Caserta Prov.

Ucciso per regolamento di conti nel clan Schiavone: arrestati dopo 11 anni autori omicidio di Crescenzo Laiso

Individuati e arrestati, dopo quasi 11 anni, i responsabili dell’omicidio di Crescenzo Laiso, ucciso il 20 aprile 2010, a Villa di Briano, nel Casertano, per un regolamento di conti all’interno del clan Schiavone.

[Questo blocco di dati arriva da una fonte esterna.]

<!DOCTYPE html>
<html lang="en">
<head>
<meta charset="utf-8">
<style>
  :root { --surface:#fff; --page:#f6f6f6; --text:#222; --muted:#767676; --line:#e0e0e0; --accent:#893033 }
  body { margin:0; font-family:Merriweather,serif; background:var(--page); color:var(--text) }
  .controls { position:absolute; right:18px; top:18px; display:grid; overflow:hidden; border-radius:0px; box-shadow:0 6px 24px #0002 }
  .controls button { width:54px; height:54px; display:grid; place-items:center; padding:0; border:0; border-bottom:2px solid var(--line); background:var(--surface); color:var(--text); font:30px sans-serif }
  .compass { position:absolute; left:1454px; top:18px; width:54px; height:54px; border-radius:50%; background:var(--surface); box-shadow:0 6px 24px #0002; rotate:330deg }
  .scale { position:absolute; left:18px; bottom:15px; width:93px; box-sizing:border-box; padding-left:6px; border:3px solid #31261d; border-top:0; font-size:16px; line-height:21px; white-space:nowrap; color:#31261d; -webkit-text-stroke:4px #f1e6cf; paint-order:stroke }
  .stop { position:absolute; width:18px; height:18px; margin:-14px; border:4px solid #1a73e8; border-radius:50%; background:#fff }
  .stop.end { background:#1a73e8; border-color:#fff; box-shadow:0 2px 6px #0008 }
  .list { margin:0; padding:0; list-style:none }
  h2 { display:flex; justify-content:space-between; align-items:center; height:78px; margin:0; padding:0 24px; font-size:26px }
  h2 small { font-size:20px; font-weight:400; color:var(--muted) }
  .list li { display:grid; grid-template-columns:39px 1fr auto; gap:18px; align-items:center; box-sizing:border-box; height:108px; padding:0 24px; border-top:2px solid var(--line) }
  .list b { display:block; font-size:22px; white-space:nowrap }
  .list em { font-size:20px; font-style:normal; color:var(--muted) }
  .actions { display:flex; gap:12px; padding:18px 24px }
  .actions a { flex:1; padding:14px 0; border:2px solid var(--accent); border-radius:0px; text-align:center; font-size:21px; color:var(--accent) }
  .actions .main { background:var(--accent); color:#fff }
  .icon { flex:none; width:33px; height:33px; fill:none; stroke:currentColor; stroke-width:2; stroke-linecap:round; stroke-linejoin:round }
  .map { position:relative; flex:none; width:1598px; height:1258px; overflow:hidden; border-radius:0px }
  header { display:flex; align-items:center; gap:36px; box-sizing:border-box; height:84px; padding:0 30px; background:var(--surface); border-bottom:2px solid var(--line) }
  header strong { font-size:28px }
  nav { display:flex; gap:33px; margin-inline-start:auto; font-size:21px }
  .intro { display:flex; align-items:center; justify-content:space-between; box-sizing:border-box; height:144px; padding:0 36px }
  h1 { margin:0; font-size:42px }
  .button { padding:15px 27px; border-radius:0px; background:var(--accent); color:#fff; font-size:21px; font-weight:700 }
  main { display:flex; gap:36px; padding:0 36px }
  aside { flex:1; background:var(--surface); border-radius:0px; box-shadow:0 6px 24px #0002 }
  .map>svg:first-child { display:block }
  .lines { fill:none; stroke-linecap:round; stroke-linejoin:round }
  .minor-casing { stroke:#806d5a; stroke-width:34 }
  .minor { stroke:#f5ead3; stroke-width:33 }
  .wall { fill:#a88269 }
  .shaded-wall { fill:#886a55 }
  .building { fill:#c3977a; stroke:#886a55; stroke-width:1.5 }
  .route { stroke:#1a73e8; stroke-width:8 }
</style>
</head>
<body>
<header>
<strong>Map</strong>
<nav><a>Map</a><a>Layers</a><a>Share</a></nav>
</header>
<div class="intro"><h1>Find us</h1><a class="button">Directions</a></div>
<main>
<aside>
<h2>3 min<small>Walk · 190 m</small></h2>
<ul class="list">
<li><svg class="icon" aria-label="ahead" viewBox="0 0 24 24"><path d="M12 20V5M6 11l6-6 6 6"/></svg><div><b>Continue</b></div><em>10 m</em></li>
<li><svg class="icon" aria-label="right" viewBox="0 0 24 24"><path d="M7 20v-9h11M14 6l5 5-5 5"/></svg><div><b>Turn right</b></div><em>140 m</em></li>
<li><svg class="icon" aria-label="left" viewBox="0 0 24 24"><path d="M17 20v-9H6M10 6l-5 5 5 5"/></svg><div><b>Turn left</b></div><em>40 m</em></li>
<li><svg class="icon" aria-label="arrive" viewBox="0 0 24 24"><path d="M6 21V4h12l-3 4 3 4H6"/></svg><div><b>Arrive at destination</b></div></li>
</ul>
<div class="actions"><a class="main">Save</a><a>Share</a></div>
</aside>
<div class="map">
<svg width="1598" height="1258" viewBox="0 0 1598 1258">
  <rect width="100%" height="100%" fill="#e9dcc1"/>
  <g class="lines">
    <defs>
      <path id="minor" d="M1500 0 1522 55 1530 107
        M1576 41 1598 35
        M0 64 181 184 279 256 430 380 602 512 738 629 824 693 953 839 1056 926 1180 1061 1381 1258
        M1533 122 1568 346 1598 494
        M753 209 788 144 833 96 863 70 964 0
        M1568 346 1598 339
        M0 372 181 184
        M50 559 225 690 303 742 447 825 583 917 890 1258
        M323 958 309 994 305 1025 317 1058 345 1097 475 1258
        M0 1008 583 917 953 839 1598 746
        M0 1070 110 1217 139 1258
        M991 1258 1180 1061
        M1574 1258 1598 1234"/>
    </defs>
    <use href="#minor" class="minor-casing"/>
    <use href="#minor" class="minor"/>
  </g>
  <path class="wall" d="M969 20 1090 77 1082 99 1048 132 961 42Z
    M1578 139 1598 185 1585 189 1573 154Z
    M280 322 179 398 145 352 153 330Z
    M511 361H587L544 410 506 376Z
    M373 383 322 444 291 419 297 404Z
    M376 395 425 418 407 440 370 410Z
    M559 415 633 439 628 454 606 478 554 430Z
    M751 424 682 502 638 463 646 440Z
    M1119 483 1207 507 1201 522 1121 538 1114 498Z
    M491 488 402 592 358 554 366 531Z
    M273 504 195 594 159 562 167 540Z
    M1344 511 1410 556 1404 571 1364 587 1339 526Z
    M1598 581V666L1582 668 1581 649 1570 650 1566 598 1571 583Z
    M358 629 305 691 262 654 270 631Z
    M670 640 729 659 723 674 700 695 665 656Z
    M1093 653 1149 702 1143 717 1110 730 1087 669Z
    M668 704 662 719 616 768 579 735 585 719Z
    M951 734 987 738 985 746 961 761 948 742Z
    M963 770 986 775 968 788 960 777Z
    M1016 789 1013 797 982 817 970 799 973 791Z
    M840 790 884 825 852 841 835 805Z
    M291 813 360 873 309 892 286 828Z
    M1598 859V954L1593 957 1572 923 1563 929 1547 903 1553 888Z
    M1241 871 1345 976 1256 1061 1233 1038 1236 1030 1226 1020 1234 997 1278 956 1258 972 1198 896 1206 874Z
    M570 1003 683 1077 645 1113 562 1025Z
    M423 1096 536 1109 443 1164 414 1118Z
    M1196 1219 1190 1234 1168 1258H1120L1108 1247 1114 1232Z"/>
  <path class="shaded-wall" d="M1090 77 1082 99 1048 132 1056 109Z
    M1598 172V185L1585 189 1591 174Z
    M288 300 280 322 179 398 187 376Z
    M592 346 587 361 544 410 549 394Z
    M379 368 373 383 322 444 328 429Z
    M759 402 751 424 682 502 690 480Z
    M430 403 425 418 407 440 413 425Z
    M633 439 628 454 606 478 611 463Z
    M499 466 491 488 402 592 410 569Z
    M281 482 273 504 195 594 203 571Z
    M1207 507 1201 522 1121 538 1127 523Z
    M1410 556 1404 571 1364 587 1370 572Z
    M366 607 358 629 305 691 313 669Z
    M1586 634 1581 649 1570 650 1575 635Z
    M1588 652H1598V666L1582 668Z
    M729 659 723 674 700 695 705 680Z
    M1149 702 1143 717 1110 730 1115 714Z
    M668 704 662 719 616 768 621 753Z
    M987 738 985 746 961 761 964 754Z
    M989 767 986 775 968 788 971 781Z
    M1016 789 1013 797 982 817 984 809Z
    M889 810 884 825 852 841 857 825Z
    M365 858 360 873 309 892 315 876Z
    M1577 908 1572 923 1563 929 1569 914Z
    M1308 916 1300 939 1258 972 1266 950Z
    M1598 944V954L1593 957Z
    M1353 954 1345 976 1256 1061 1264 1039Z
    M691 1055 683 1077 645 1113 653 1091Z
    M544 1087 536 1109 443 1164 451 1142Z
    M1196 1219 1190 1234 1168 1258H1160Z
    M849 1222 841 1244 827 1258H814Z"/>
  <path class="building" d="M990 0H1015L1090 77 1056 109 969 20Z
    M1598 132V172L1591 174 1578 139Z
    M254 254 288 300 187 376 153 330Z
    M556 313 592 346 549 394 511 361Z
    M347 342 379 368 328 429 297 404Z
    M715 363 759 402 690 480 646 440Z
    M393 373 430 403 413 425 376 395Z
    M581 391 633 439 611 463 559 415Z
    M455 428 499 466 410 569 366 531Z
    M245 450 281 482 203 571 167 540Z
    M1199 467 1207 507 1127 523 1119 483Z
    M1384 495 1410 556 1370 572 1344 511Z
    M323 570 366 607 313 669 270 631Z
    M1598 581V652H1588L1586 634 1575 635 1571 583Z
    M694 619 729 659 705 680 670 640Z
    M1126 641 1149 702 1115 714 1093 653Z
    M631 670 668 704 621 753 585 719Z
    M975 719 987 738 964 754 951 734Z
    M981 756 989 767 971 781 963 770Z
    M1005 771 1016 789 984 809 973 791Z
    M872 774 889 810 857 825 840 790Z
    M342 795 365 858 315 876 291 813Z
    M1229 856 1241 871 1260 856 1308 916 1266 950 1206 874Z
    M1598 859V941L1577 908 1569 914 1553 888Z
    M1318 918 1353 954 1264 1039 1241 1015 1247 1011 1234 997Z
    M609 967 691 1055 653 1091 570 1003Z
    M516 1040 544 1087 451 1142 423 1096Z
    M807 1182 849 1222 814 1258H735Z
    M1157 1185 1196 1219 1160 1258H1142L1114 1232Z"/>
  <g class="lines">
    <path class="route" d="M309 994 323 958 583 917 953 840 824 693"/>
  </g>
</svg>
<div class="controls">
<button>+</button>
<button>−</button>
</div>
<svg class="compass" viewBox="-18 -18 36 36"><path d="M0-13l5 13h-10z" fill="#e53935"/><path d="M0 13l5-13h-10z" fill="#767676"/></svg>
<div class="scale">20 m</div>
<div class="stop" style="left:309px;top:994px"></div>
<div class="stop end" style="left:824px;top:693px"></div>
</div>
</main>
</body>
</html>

Su disposizione del Tribunale del Riesame di Napoli, a seguito di ricorso della Direzione distrettuale antimafia partenopea, i carabinieri del nucleo investigativo di Casertano hanno tratto in arresto: Mario Iavarazzo, 46 anni, attualmente collaboratore di giustizia; Mirko Ponticelli, 34, già detenuto nel carcere di Saluzzo (Cuneo); Nicola Della Corte, 50 anni, già detenuto nel carcere di Sulmona (L’Aquila); e Bartolomeo Cacciapuoti, 47 anni. – continua sotto – 

Originario di Trentola Ducenta, l’allora 31enne Crescenzo Laiso, in quel pomeriggio del 20 aprile 2010, in via del Castagno, a Villa di Briano, mentre era a bordo di una Smart, fu raggiunto da alcuni sicari in sella ad una motocicletta che gli esplosero contro diversi colpi di arma da fuoco. Laiso cercò di scappare a piedi, abbandonando l’auto, ma fu raggiunto da una raffica di proiettili che non gli lasciò scampo. Dall’esame autoptico emerse che era stato attinto da ben 13 colpi calibro 9×21. – continua sotto – 

Dalle indagini, coordinate dalla Procura Antimafia, è emerso che Mario Iavarazzo, Nicola Della Corte e Bartolomeo Cacciapuoti fornirono supporto logistico al commando e parteciparono attivamente alle ricerche di Laiso, segnalandone gli spostamenti ai killer, ovvero Mirko Ponticelli (conducente della motocicletta) e Francesco Barbato, ora collaboratore di giustizia e già indagato per tale vicenda quale autore materiale dell’omicidio. Secondo le dichiarazioni acquisite dai collaboratori giustizia e dai risultati delle investigazioni eseguite, ad ordinare il raid sarebbe stato Nicola Schiavone (anch’egli collaboratore di giustizia), figlio del capoclan Francesco Schiavone detto “Sandokan”, poiché Laiso aveva commesso errori nella gestione dei proventi delle estorsioni, trattenendo per sé buona parte del denaro, senza versarlo nella cassa comune del clan. Un comportamento che, secondo quanto riferito da Schiavone, avrebbe potuto provocare una faida con l’altra fazione guidata dall’allora superlatitante Michele Zagaria, egemone proprio a Trentola Ducenta, dove Laiso invece aveva ambizioni di “comando”. – continua sotto – 

Circa un anno prima di essere ucciso, nel luglio 2009, Crescenzo Laiso fu arrestato, insieme al fratello di Salvatore, detto “Chicchinoss” (poi scarcerato), poiché ritenuti responsabili di episodi estorsivi a Trentola e Parete per conto del clan dei casalesi. Con loro furono arrestate altre cinque persone, tra cui Ciro Ruffo, che si suicidò l’8 dicembre 2009 nel carcere di Alessandria, e Salvatore Ricciardi, ucciso in un agguato il 19 marzo 2009: il suo corpo fu bruciato nelle campagne fra Teverola e Santa Maria Capua Vetere.